> [Problem details]:
In the records that follow, find each line with "does" and pull it out.

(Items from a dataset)
____________________
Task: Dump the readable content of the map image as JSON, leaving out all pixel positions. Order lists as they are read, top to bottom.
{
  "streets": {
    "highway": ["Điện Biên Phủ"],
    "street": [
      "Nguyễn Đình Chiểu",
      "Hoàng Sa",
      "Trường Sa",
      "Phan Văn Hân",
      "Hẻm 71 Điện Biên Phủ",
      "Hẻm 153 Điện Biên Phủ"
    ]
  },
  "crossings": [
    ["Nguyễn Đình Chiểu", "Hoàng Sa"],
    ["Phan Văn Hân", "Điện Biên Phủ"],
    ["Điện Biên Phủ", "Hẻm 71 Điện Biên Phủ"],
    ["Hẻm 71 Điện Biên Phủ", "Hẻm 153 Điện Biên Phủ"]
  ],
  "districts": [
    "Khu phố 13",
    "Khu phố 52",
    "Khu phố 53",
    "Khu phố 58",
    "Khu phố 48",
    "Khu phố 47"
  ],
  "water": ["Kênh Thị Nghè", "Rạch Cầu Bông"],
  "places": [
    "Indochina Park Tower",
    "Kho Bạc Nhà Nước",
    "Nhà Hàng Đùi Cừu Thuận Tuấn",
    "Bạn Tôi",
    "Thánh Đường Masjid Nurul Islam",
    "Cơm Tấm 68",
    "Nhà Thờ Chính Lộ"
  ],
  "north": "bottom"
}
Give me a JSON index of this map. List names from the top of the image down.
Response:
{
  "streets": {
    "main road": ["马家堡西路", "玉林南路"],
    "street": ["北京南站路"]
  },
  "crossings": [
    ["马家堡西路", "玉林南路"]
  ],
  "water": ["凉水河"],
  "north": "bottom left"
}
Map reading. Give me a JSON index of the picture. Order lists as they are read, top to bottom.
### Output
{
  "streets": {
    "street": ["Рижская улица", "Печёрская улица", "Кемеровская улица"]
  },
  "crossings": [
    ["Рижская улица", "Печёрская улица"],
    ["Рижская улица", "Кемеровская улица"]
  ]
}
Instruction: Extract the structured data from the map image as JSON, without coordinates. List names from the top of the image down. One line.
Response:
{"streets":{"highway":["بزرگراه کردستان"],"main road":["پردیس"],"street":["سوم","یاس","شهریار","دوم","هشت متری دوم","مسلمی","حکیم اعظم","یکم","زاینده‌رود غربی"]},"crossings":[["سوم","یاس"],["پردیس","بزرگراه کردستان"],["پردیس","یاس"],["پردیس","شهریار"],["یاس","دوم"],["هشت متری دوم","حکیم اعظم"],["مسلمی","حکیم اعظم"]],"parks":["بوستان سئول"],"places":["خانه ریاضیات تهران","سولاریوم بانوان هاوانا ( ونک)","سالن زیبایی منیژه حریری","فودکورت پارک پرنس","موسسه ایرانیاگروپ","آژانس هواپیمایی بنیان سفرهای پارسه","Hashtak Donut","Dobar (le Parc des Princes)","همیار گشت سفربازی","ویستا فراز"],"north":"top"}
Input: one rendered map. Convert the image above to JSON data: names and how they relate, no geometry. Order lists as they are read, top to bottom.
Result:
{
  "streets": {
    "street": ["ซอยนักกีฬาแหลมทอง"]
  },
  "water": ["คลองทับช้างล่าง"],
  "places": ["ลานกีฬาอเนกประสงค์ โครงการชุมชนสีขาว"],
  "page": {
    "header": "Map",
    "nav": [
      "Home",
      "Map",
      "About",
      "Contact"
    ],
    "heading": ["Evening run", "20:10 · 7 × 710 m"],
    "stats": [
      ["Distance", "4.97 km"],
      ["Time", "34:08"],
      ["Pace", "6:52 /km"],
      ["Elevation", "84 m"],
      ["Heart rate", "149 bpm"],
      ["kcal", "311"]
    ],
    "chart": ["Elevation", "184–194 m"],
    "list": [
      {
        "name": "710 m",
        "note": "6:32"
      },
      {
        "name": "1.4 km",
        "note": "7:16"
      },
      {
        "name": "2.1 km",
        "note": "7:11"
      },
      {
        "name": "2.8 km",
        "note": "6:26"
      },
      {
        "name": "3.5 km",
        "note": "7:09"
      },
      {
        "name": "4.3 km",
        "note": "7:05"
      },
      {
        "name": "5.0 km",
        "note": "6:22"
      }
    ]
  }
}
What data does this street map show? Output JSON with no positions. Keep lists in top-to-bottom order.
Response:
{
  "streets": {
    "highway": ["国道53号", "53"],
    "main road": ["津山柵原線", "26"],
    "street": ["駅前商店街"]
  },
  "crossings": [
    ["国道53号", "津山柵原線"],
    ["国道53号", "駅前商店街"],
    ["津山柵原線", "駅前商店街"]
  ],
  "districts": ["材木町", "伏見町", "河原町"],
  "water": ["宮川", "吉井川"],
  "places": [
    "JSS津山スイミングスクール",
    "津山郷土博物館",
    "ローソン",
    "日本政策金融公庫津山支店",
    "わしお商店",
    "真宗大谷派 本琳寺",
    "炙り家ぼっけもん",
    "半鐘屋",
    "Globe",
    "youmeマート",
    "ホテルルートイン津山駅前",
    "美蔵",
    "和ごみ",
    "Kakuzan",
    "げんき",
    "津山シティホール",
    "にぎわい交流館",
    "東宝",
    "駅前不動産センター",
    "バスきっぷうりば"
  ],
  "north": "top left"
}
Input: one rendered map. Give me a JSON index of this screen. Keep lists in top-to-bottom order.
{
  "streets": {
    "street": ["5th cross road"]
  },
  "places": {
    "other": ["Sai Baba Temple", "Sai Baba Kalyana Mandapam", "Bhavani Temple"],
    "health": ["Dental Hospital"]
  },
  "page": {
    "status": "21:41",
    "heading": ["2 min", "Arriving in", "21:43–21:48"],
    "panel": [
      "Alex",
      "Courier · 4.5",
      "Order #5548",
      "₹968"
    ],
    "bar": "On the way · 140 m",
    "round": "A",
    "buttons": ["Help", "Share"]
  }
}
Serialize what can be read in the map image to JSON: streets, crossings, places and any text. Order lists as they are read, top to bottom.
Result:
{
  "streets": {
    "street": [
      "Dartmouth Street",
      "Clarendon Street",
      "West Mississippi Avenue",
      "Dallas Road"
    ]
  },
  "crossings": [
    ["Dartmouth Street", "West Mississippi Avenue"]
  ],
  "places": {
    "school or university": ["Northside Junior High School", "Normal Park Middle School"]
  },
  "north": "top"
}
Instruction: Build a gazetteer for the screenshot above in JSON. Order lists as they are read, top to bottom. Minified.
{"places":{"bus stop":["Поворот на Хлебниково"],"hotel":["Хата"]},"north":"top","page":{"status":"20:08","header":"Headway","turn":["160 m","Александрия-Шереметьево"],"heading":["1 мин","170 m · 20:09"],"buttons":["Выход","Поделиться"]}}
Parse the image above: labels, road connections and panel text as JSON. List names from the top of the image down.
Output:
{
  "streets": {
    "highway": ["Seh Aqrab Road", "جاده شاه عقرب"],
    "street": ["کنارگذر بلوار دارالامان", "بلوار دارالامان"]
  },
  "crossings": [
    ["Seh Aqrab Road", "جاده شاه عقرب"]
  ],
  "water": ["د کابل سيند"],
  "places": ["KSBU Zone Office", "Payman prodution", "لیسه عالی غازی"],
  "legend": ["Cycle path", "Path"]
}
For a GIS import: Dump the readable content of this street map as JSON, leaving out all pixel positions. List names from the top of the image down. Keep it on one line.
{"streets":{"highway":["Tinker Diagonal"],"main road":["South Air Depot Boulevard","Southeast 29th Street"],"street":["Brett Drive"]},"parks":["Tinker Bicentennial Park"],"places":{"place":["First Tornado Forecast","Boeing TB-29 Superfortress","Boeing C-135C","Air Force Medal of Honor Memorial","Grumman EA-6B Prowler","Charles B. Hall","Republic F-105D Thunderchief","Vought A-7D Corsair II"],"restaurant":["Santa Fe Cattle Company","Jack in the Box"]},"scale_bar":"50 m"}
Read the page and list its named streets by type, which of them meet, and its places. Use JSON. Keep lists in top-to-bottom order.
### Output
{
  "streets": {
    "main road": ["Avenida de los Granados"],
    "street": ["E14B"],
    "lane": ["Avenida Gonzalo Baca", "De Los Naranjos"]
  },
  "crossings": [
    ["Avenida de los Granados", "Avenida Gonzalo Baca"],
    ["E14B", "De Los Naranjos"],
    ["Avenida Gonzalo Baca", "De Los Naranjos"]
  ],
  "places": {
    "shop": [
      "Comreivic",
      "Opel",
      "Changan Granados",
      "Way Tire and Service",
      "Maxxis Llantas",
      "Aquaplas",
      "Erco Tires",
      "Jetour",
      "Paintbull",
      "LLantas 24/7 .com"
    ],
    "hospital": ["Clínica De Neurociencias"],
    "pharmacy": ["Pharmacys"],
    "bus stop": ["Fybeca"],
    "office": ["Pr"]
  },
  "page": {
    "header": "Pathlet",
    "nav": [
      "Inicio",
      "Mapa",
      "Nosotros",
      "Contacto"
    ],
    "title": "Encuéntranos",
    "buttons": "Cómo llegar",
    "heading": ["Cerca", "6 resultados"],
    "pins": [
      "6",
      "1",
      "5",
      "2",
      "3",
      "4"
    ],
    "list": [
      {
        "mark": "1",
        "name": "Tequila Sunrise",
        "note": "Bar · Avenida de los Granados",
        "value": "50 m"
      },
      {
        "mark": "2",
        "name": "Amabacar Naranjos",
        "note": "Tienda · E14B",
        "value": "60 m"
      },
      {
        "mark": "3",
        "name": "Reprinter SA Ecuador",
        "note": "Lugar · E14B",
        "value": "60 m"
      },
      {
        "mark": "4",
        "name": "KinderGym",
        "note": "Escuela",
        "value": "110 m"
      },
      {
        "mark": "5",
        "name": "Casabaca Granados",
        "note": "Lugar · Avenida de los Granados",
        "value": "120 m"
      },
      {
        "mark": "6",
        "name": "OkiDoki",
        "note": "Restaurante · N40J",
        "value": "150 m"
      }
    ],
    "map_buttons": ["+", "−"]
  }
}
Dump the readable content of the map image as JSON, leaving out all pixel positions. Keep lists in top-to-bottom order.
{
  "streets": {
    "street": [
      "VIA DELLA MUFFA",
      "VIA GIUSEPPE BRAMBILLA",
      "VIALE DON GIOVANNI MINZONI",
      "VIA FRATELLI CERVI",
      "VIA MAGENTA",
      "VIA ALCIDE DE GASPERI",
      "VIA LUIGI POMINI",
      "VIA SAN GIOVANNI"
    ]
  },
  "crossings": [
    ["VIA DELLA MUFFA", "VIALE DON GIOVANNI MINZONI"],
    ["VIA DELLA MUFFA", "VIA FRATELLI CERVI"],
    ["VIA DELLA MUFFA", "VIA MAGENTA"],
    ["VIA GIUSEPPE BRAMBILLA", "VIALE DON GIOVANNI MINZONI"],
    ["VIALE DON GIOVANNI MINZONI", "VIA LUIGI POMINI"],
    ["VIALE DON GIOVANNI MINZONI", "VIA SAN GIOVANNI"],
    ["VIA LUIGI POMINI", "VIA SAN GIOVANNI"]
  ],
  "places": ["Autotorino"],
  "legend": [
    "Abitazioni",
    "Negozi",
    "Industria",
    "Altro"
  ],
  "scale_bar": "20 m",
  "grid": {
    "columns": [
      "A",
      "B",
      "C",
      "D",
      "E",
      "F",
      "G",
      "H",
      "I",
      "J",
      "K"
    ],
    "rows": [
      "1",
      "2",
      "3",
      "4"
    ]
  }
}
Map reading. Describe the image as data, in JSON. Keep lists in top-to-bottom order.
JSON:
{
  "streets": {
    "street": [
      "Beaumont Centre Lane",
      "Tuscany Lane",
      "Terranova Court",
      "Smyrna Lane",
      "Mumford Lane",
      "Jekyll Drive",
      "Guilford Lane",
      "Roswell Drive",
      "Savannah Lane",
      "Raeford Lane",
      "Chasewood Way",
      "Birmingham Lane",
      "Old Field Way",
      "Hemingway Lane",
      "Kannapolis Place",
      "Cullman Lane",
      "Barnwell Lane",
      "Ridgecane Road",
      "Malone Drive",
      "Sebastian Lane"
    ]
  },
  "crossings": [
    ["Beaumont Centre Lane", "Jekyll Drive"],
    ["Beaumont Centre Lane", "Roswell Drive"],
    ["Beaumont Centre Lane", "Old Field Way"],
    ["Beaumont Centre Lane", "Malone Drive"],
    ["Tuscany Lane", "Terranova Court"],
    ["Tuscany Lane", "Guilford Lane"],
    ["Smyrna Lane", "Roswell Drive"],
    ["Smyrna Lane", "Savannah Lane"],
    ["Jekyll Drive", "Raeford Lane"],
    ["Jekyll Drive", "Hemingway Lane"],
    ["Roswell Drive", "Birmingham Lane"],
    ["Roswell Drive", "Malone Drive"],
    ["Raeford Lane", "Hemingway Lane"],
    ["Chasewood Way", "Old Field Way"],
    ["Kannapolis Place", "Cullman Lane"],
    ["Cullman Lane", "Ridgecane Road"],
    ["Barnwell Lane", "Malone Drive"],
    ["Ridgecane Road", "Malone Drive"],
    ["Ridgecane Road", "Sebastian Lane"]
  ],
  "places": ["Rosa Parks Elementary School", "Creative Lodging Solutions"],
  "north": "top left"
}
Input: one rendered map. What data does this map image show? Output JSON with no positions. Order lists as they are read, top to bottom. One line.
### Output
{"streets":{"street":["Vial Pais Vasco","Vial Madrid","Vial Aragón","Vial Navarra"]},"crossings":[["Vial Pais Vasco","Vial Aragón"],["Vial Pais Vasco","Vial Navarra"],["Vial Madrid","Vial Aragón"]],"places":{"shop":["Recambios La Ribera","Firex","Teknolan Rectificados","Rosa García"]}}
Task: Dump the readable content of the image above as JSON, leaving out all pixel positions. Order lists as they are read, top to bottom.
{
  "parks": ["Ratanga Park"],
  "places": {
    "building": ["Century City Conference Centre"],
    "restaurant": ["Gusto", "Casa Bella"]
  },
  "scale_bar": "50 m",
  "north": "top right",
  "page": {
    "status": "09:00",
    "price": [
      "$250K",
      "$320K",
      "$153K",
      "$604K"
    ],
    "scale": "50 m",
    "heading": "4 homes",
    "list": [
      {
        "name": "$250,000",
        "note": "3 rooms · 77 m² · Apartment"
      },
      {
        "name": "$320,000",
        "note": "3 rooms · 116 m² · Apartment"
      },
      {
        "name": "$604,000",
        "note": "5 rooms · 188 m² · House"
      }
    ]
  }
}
____________________
> [Problem solution]:
What data does this street map show? Output JSON with no positions. Keep lists in top-to-bottom order.
Input: one rendered map. What data does this map image show? Output JSON with no positions. Order lists as they are read, top to bottom. One line.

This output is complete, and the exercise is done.